An investigation has been launched following the “intentional damage” of a Royal Navy warship at a shipyard.
Defence contractor BAE Systems revealed 60 cables were cut on HMS Glasgow and the scale of the repairs were being assessed.
Work was underway to fit out the Type 26 frigate at BAE’s yard at Scotstoun on the River Clyde in Glasgow but was then paused for an investigation.
It has been claimed by the military news website UK Defence Journal that it may have been sabotaged by a contractor in a payment dispute.
The vessel is the first of eight Type 26 ships to be built.
BAE Systems is yet to confirm the motive behind the incident.
A spokesman said: “We uncovered a limited number of cables on HMS Glasgow earlier in the week, which appear to have been damaged intentionally.
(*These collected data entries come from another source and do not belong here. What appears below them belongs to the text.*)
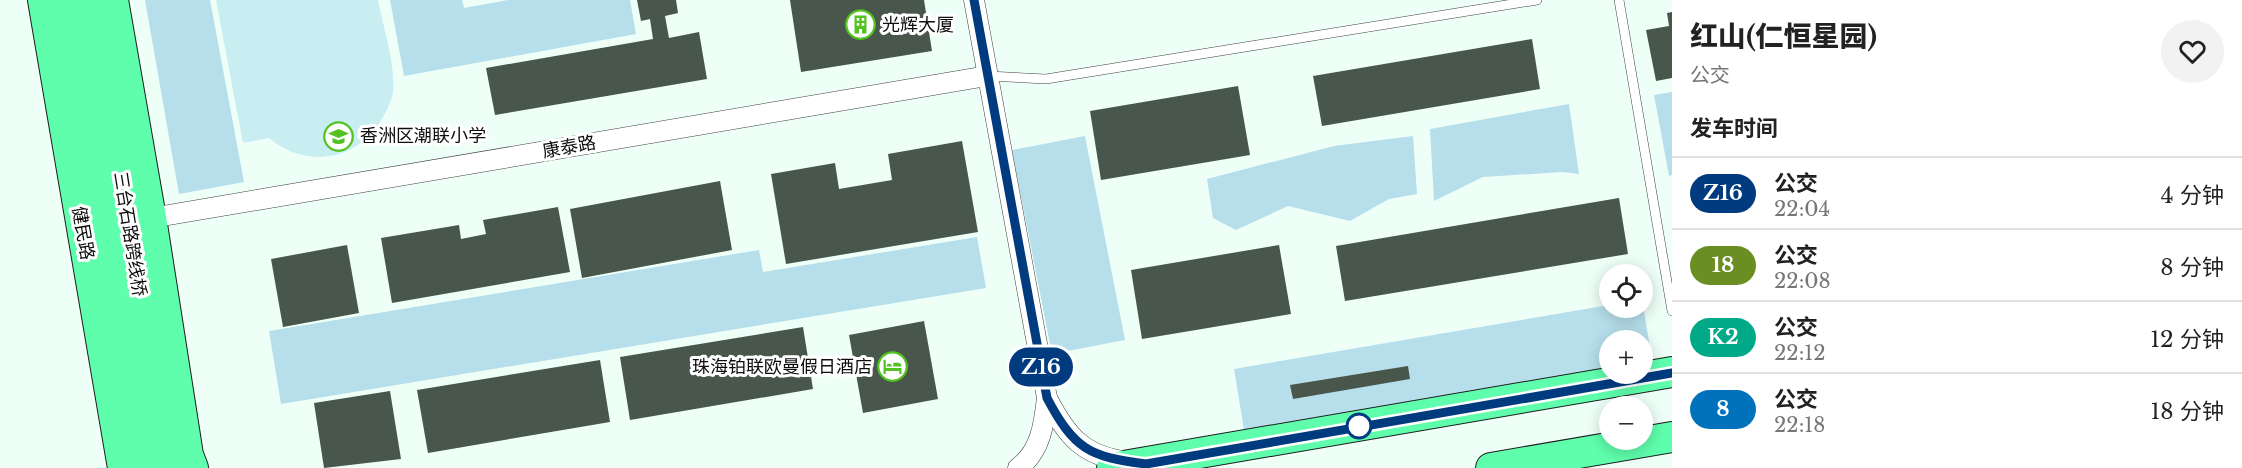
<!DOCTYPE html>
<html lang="zh">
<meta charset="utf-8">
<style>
:root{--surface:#fff;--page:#f2f2f2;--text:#222;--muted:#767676;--line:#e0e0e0}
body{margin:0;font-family:"Libre Baskerville","Noto Sans SC",serif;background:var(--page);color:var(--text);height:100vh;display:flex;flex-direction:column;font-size:22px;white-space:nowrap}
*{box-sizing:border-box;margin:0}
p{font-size:20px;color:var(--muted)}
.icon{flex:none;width:33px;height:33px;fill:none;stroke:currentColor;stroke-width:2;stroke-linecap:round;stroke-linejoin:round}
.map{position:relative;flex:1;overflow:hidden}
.panel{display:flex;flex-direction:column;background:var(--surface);width:570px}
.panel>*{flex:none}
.badge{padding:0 12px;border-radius:20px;font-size:21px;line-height:39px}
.fabs{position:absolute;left:1599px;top:264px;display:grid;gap:12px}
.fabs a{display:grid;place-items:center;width:54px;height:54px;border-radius:50%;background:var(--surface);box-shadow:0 3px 15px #0003;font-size:30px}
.map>.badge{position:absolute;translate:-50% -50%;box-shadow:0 0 0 3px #fff}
h2{padding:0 18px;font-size:22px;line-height:54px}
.round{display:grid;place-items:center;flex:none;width:63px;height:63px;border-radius:32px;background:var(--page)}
.headline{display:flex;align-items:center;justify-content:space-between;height:102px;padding:0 18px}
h1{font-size:28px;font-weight:800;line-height:45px}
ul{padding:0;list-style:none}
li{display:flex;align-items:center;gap:18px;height:72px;padding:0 18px;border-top:2px solid var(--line)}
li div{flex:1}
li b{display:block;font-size:22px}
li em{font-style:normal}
li .badge{min-width:66px;font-weight:700;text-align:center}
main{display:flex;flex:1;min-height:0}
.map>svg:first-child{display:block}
.green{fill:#b6dfeb}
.pitch{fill:#c8eef2}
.building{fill:#49564b}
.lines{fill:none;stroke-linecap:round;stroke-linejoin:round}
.lane-casing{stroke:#404040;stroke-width:10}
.street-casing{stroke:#404040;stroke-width:21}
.primary-casing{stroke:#1e1e1e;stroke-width:32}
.lane{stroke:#fff;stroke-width:9}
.street{stroke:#fff;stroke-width:20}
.primary{stroke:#5ffead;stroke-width:30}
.line-casing{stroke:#fff;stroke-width:14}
.line{stroke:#003b80;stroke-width:9}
.stop-dot{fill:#fff;stroke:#003b80;stroke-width:3}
.labels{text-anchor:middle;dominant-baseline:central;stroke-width:6;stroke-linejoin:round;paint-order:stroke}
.poi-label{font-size:18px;fill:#0d0d0d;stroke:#fff;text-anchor:start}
.street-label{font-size:18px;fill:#0d0d0d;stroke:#fff}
</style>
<main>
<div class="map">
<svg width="1672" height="468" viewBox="0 0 1672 468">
<rect width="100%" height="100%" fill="#eefff7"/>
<g class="green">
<polygon points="145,0 210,0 244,182 179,194"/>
<polygon points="390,0 462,0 464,8 508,0 630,0 636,34 404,76"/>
<polygon points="1672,92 1672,175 1669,176 1654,95"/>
<polygon points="1569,104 1579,174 1563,172 1483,177 1434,201 1430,129"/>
<polygon points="1085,136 1125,340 1052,354 1012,150"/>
<polygon points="1413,136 1417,194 1389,199 1350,221 1288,206 1236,230 1213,218 1207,179 1334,146"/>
<polygon points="977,237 986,288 281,404 269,331 759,250 763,272"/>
<polygon points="1609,305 1642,308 1643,305 1652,360 1643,362 1642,340 1610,340 1609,368 1244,430 1234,369"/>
</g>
<path class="pitch" d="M 216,0 L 378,0 C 383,26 396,66 393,92 C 392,101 385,114 380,122 C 355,162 304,168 269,138 L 243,143 Z"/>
<g class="building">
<polygon points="637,0 676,0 678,13 665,16 669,38 699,32 707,79 495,115 486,68 653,39 650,19 641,21"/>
<polygon points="790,0 924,0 932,51 801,72"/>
<polygon points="1672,12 1672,78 1656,81 1646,30 1669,26 1667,13"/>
<polygon points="1532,39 1540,89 1322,126 1313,76"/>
<polygon points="1238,86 1250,155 1101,180 1090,111"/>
<polygon points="962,141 978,232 786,264 771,174 835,163 839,189 892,180 888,154"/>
<polygon points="720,181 732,250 582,278 570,209"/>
<polygon points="1619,198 1628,254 1345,301 1336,246"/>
<polygon points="558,207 570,272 392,303 381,238 459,225 461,239 486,234 483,220"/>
<polygon points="347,245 359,313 283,327 271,259"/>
<polygon points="1279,245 1291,314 1142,339 1131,270"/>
<polygon points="924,321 938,399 863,413 849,335"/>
<polygon points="803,327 813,389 630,420 620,357"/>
<polygon points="600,360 610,422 428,453 417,390"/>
<polygon points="1408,366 1410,379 1293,399 1290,385"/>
<polygon points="390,391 401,459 324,468 314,403"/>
</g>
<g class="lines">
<defs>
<g id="lane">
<polyline points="1619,0 1672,311"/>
<polyline points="988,76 1046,79 1537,0"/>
</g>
<g id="street">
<path d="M 974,0 L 1047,398 C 1044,424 1041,451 1018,468"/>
<polyline points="151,218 987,76"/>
<path d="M 1047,398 C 1067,437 1084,457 1130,462"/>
</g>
<g id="primary">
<polyline points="43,0 123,468"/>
<polyline points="69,0 145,468"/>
<polyline points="91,0 169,468"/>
<polyline points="113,0 151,218 188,455 193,468"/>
<polyline points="1112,468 1672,372"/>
<polyline points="1491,468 1672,437"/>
</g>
</defs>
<use href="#lane" class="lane-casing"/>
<use href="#street" class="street-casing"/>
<use href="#primary" class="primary-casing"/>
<use href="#lane" class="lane"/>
<use href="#street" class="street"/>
<use href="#primary" class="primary"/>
</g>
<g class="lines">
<defs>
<path id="line" d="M 974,0 L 1047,398 C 1074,449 1089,457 1146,464 L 1672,373"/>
</defs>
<use href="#line" class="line-casing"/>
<use href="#line" class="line"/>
</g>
<defs>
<symbol id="building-ring" viewBox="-11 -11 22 22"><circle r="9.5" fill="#fff" stroke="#52c320" stroke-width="1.5"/><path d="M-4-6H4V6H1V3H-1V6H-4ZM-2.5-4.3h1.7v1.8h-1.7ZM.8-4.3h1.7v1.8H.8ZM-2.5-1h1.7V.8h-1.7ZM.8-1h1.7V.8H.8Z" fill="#52c320"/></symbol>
<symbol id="school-ring" viewBox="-11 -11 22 22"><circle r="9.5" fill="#fff" stroke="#52c320" stroke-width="1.5"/><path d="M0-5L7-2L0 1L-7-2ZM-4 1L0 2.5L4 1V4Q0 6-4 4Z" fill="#52c320"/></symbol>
<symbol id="hotel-ring" viewBox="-11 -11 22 22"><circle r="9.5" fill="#fff" stroke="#52c320" stroke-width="1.5"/><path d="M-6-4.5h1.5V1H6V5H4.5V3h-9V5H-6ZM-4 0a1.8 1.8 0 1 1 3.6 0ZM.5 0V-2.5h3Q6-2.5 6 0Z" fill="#52c320"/></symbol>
</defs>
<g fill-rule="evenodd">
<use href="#building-ring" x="844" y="8" width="33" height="33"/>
<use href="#school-ring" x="322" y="120" width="33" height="33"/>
<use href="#hotel-ring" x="876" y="350" width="33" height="33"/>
</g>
<circle class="stop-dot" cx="1359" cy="426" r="12"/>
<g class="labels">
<g class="poi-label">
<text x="882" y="25">光辉大厦</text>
<text x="360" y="136">香洲区潮联小学</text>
<text x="872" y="367" text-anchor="end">珠海铂联欧曼假日酒店</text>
</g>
<g class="street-label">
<text transform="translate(569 147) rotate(-10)">康泰路</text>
<text transform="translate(83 233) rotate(80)">健民路</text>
<text transform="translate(130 234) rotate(81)">三台石路跨线桥</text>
</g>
</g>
</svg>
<div class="fabs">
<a><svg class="icon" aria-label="locate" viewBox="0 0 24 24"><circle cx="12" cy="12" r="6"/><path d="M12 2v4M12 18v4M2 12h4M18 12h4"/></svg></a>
<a>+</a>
<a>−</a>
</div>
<b class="badge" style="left:1041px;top:367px;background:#003b80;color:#fff">Z16</b>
</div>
<section class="panel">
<div class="headline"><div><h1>红山(仁恒星园)</h1><p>公交</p></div><a class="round"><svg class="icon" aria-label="heart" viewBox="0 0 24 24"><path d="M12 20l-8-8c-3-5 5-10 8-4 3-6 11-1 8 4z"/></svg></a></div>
<h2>发车时间</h2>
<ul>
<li><span class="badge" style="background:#003b80;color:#fff">Z16</span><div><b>公交</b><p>22:04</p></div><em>4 分钟</em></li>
<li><span class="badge" style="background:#6b8e23;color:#fff">18</span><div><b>公交</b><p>22:08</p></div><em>8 分钟</em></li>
<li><span class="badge" style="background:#0a8;color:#fff">K2</span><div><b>公交</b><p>22:12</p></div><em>12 分钟</em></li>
<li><span class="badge" style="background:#0072bc;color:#fff">8</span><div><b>公交</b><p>22:18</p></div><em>18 分钟</em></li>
</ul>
</section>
</main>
“We immediately launched an internal investigation, alongside our suppliers, and temporarily paused work on the ship to inspect every area of the vessel and ensure our high standards and quality controls are met.”
The firm has now confirmed the work is continuing and an assessment was in progress “to scope the repairs needed.”
Around 23,000 cables have to be installed on the frigate, ranging from electrical and data cables.
Building work is already underway on the next two Type 26 ships, HMS Cardiff and the HMS Belfast, by the contractor also on the Clyde.
Prime Minister Rishi Sunak confirmed back in November a £4.2bn contract had been awarded to BAE Systems to build an additional five more Type 26 frigates, on top of the three already being built.